- **WORK ORDER**
Give back exactly the lines that run from the beginning of the entries to the line containing "display:flex; align-items:center; justify-content:space-between;", both included, and nothing else.

- **RECORD EXCERPTS**

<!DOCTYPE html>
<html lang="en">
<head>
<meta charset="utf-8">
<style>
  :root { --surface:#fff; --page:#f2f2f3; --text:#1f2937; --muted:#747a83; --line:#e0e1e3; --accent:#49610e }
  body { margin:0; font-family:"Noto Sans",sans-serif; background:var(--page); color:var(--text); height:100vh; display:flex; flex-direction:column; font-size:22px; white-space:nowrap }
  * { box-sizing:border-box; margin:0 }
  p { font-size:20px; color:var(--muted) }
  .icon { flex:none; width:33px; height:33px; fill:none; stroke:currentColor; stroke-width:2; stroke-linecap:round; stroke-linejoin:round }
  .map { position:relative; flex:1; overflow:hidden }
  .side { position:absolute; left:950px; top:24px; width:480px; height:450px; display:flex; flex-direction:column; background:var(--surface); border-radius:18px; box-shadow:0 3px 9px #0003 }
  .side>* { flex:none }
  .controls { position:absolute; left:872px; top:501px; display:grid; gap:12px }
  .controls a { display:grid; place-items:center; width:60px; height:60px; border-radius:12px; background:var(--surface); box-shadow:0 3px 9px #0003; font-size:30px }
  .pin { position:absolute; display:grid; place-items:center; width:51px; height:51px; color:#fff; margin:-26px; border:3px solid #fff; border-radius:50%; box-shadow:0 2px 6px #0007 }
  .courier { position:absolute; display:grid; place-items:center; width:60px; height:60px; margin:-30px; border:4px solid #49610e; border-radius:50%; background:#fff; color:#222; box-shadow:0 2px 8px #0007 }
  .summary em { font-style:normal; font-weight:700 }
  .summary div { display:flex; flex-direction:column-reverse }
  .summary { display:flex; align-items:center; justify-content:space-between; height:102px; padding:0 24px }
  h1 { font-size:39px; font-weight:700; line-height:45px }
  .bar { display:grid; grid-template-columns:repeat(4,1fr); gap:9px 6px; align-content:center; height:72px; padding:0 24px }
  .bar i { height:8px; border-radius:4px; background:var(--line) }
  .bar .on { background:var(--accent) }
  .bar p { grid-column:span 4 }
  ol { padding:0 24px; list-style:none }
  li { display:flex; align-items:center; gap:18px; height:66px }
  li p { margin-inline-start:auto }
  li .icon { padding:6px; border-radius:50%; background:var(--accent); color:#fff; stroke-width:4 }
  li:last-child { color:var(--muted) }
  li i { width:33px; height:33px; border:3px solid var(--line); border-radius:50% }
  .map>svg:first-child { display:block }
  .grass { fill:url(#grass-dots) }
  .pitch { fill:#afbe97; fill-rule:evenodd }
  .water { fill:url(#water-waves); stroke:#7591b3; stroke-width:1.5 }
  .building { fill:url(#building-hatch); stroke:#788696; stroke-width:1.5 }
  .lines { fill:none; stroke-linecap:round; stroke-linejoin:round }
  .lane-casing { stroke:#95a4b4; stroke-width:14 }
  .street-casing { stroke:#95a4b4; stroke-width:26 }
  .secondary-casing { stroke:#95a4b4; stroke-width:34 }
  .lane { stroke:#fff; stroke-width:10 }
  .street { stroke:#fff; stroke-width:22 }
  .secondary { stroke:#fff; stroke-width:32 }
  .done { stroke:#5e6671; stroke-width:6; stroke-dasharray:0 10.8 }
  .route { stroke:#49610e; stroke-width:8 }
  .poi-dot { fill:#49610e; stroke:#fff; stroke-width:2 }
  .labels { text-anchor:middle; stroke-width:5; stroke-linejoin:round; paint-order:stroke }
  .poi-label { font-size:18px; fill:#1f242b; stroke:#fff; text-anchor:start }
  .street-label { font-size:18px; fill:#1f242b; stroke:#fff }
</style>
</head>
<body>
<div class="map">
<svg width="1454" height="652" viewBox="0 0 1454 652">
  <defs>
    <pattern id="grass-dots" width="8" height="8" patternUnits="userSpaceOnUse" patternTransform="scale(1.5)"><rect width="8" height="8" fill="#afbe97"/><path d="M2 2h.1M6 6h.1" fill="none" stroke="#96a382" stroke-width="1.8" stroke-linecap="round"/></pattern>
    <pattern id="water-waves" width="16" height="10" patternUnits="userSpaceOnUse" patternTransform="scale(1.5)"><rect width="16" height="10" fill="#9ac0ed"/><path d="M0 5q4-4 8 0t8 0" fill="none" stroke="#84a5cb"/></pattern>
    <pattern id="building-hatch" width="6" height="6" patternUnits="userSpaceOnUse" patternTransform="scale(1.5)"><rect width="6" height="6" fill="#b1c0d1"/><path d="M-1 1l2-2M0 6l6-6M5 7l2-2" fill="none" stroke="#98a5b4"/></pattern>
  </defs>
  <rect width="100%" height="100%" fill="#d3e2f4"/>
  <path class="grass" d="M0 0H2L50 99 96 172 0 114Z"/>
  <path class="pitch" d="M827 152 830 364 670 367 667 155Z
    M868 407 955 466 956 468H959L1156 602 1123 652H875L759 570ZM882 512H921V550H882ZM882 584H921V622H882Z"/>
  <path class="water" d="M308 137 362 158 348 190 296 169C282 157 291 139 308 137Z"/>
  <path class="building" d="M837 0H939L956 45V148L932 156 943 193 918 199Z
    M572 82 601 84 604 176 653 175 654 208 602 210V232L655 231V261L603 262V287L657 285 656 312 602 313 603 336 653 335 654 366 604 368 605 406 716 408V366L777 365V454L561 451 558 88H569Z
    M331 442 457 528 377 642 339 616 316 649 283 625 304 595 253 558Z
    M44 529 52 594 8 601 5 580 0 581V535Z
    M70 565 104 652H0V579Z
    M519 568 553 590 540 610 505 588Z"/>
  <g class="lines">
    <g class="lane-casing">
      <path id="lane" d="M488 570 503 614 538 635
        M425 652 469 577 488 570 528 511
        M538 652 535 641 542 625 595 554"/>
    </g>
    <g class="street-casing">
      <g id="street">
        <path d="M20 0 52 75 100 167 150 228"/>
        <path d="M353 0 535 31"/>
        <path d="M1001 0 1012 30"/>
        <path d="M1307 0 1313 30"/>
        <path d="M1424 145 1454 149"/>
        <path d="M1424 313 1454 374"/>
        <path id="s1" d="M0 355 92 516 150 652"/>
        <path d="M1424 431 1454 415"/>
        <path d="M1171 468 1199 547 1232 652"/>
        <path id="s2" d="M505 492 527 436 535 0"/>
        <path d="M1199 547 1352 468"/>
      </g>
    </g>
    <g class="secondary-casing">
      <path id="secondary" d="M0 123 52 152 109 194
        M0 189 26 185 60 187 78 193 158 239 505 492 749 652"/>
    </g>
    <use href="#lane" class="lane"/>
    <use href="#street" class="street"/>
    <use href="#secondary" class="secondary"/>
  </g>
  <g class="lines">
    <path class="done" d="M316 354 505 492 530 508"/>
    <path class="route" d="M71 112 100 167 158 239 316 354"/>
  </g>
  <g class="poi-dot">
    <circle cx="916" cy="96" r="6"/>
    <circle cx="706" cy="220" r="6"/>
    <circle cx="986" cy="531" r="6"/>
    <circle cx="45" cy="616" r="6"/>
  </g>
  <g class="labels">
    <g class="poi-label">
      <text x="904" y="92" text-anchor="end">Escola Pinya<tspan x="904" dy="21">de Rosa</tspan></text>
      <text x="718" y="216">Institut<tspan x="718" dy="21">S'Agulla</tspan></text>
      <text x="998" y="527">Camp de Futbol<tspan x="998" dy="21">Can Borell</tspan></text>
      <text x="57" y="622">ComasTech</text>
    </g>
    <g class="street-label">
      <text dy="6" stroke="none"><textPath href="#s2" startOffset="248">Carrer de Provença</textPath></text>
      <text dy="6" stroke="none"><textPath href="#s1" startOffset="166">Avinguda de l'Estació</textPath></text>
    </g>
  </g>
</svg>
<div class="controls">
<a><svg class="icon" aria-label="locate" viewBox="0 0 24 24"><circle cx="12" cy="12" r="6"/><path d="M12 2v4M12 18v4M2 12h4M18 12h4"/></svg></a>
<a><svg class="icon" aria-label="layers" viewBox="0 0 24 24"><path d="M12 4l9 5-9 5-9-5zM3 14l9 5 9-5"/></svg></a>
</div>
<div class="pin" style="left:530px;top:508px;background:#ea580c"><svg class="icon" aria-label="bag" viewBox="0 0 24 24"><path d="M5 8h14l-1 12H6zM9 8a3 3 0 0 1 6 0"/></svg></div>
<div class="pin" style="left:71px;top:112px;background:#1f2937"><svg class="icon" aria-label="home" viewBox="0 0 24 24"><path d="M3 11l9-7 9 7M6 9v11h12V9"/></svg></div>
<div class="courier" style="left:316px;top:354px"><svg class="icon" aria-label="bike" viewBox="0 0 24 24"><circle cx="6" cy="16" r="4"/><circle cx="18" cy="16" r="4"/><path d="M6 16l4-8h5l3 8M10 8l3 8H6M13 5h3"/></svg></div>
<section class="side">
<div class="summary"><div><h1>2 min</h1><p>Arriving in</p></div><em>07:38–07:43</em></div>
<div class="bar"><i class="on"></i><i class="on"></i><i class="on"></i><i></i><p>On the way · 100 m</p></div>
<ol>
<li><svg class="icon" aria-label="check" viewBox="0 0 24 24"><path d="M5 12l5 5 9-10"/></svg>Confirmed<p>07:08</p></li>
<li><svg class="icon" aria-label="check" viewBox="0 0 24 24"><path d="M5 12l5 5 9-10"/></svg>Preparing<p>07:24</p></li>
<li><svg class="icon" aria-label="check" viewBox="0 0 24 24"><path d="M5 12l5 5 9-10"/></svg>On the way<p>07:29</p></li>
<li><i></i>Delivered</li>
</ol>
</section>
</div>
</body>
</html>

- **ANSWER FOR THE TASK**
<!DOCTYPE html>
<html lang="en">
<head>
<meta charset="utf-8">
<style>
  :root { --surface:#fff; --page:#f2f2f3; --text:#1f2937; --muted:#747a83; --line:#e0e1e3; --accent:#49610e }
  body { margin:0; font-family:"Noto Sans",sans-serif; background:var(--page); color:var(--text); height:100vh; display:flex; flex-direction:column; font-size:22px; white-space:nowrap }
  * { box-sizing:border-box; margin:0 }
  p { font-size:20px; color:var(--muted) }
  .icon { flex:none; width:33px; height:33px; fill:none; stroke:currentColor; stroke-width:2; stroke-linecap:round; stroke-linejoin:round }
  .map { position:relative; flex:1; overflow:hidden }
  .side { position:absolute; left:950px; top:24px; width:480px; height:450px; display:flex; flex-direction:column; background:var(--surface); border-radius:18px; box-shadow:0 3px 9px #0003 }
  .side>* { flex:none }
  .controls { position:absolute; left:872px; top:501px; display:grid; gap:12px }
  .controls a { display:grid; place-items:center; width:60px; height:60px; border-radius:12px; background:var(--surface); box-shadow:0 3px 9px #0003; font-size:30px }
  .pin { position:absolute; display:grid; place-items:center; width:51px; height:51px; color:#fff; margin:-26px; border:3px solid #fff; border-radius:50%; box-shadow:0 2px 6px #0007 }
  .courier { position:absolute; display:grid; place-items:center; width:60px; height:60px; margin:-30px; border:4px solid #49610e; border-radius:50%; background:#fff; color:#222; box-shadow:0 2px 8px #0007 }
  .summary em { font-style:normal; font-weight:700 }
  .summary div { display:flex; flex-direction:column-reverse }
  .summary { display:flex; align-items:center; justify-content:space-between; height:102px; padding:0 24px }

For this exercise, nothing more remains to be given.